[Debian-l10n-devel] tdebs infrastructure

Neil Williams codehelp at debian.org
Sun Jun 1 12:11:38 UTC 2008


On Sun, 2008-06-01 at 07:43 +0200, Christian Perrier wrote:
> Would you mind if I forward this to
> "debian-l10n-devel at lists.alioth.debian.org" ?

Done.

> Quoting Steve McIntyre (steve at einval.com):
> > Hi folks,
> > 
> > [ Christian: I randomly bumped into Neil this afternoon in Cambridge
> >   and we had some discussion about tdebs: how they work themselves,
> >   and how infrastructure could/should be developed around them. ]
> 
> Good. Please understand that I've been involved in these discussions
> from quite far. The tdebs idea comes from the 2006 Extremadura
> sessions. It was there developed by Javier Fernandes Sanguino-Pena and
> Eddy Petrisor.
> 
> Eddy then pushed the idea and built the first version of the wiki
> page. Then the project mostly stalled until Neil came on it with the
> Emdebian needs and revived it strongly.

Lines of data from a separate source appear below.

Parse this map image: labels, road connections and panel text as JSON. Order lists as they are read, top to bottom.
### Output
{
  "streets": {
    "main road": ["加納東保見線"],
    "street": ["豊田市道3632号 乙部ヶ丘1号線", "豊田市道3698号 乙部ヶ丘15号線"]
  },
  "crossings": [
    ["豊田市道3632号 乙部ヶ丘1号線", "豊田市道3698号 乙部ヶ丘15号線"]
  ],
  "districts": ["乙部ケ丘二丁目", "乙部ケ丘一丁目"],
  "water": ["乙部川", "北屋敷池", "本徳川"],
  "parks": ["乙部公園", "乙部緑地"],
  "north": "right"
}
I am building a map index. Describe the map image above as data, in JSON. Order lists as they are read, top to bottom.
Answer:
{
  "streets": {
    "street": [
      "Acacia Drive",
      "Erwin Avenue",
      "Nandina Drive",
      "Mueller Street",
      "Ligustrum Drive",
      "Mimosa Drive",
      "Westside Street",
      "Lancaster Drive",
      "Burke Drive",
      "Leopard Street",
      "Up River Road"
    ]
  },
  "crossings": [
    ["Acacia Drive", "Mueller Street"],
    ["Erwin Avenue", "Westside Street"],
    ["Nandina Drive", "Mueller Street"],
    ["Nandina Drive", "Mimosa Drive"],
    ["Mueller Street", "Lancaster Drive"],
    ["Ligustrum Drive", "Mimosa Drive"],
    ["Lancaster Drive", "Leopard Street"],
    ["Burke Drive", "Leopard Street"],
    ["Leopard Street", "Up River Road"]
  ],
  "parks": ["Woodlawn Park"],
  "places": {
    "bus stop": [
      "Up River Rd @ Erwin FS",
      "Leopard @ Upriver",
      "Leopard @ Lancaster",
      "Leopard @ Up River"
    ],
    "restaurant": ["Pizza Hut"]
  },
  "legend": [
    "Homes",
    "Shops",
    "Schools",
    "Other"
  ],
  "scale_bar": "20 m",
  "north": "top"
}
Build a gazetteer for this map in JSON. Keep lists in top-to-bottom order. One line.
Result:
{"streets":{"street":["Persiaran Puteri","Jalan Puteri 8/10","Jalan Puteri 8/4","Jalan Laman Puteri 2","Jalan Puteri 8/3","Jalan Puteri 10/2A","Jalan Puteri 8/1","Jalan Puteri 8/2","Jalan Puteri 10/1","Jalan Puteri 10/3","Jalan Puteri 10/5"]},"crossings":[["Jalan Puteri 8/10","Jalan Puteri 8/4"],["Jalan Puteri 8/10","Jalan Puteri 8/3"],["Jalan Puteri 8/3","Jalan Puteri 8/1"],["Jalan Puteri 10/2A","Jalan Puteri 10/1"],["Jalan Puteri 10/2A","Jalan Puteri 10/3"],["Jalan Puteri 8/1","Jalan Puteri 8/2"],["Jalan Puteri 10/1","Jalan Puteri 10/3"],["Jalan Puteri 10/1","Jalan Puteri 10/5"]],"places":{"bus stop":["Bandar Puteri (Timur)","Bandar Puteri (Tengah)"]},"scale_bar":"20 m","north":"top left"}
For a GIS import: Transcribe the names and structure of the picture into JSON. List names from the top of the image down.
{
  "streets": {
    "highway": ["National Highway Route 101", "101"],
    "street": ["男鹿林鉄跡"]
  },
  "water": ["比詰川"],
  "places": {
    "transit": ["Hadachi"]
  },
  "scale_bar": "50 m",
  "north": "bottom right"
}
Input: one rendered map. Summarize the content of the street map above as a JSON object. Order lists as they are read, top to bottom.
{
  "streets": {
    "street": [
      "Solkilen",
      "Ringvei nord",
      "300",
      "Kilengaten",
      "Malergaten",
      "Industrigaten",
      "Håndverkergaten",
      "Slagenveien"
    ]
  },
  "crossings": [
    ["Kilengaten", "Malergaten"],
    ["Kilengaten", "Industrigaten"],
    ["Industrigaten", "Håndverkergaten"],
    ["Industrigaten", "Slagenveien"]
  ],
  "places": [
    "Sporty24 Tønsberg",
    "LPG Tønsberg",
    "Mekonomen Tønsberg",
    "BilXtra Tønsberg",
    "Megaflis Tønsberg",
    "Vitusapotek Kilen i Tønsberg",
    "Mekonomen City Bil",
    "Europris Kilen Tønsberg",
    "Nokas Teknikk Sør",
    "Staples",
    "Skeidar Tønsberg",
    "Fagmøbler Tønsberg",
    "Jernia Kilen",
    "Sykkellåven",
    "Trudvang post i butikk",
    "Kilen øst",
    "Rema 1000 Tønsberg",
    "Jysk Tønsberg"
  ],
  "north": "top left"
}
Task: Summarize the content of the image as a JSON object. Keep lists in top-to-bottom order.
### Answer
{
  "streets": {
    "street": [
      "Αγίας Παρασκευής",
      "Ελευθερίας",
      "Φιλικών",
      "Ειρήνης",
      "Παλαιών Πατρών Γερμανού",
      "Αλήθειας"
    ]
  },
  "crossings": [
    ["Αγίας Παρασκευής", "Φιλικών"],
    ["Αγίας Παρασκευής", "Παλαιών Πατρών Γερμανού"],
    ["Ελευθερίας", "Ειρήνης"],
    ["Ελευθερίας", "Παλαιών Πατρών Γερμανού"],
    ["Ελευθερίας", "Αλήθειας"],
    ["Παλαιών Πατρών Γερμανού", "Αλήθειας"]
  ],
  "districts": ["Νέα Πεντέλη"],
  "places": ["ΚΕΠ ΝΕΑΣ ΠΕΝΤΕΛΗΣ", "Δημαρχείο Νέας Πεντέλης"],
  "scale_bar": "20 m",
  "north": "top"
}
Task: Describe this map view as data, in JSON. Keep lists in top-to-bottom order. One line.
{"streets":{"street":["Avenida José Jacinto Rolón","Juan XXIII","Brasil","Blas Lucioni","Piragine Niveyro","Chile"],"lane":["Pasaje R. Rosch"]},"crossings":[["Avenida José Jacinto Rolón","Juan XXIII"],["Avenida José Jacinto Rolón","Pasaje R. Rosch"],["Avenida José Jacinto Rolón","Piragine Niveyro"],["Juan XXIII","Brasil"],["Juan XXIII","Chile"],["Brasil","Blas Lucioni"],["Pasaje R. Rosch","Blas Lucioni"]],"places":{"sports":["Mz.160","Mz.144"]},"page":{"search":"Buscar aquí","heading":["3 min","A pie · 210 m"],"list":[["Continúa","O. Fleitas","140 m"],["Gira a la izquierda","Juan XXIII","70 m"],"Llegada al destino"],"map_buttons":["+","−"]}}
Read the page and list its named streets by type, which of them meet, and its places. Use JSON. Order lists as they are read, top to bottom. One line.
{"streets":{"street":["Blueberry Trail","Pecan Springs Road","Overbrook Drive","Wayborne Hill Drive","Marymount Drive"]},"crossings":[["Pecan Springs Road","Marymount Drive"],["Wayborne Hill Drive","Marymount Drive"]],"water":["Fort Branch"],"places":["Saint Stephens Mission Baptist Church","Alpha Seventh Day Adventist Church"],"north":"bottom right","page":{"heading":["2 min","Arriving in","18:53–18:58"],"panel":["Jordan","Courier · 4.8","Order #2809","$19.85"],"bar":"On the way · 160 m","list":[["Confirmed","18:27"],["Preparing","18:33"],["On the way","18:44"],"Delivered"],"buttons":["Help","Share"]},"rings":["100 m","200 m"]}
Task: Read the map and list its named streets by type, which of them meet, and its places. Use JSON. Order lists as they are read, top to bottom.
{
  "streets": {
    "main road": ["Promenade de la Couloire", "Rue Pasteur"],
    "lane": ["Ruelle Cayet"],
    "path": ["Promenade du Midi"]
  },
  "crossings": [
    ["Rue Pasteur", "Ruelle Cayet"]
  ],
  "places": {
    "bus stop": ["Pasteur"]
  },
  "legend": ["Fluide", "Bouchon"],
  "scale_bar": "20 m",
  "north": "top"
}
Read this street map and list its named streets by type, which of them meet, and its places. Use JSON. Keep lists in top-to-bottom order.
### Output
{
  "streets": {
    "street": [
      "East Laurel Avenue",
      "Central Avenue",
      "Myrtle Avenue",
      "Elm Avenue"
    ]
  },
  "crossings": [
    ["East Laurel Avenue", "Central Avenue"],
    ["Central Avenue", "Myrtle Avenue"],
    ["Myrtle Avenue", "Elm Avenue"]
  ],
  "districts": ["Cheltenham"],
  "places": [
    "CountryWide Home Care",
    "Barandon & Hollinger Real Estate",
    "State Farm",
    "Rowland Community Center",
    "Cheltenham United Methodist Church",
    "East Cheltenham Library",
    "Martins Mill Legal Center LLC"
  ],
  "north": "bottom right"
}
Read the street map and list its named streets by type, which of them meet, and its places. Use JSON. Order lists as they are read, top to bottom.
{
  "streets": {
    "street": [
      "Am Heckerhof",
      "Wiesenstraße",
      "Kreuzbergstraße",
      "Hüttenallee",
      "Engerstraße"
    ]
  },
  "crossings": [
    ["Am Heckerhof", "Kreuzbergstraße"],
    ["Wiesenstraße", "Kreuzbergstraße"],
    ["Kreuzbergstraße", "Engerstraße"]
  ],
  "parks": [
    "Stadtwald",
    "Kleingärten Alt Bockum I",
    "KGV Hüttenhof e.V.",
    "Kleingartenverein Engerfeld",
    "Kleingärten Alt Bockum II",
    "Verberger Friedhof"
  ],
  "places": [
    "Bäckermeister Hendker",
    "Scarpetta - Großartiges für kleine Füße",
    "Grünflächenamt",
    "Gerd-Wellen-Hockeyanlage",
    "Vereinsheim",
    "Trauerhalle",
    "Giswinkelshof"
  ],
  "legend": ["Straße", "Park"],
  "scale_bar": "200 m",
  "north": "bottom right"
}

For the benefit of the mailing list, I revived the idea because Emdebian
needs to reduce the typical Debian installation size by over 80% and one
of the key ways to do this is to not download or install translations
for languages that are not supported or used on that particular device.
e.g. a device that is not configured to support fr, should not have fr
translation files installed and should not be expected to download them
just to delete them later. A device that is only configured to support
es should not have any other translation files installed: de, fr, pt -
all removed. Equally, if the device is later configured to support fr
but not de, then only the fr translation files should be added to the
installation. This can save 250Mb on a typical Debian installation.
Emdebian devices also need to reduce download sizes so the files need to
be removed *in the archive*, not pruned after a multi-megabyte .deb has
been downloaded, unpacked and configured on a device that may only have
5Mb total available space.

Emdebian now has a working implementation of TDebs, written with the
Debian TDeb proposals in mind.

> I followed all this from quite far mostly by roughly thinking that the
> guys were going the right way.... without myself really going into the
> deep of the proposal. My general feeling was that, at some moment, it
> might need to be discussed with folks who have the knowledge of the
> internals of our package and archive management system..:-)
> 
> Which is more or less the discussion you had with Neil, as far as I understand...:-)
> 
> 
> > 
> > Neil told me that:
> > 
> >  * Tdebs are created at the moment by changing how a normal build
> >    works. The strings are extracted and used to generate a new
> >    pseudo-source package.

The pseudo-source package contains the POT file, the existing PO files
and sufficient debian/ content to recreate an updated TDeb or a new TDeb
for a specific language.

> > 
> >  * That new pseudo-source package is uploaded (somewhere!) so that
> >    translators can create translated "binary" packages to match
> >    them. These new packages will be uploaded as normal, using dput or
> >    similar, but there are some changes needed in dak etc. to cope with
> >    them yet.

Emdebian currently uploads the pseudo-packages to the Emdebian locale
repository:
http://www.emdebian.org/emdebian/langupdate.html
http://www.emdebian.org/locale/

The current pseudo-source package for apt is available at :

http://www.emdebian.org/locale/pool/main/a/apt/ 

The rest of the repository is organised by "language root" - e.g. the
TDeb for pt_BR is under pt, alongside the pt TDeb.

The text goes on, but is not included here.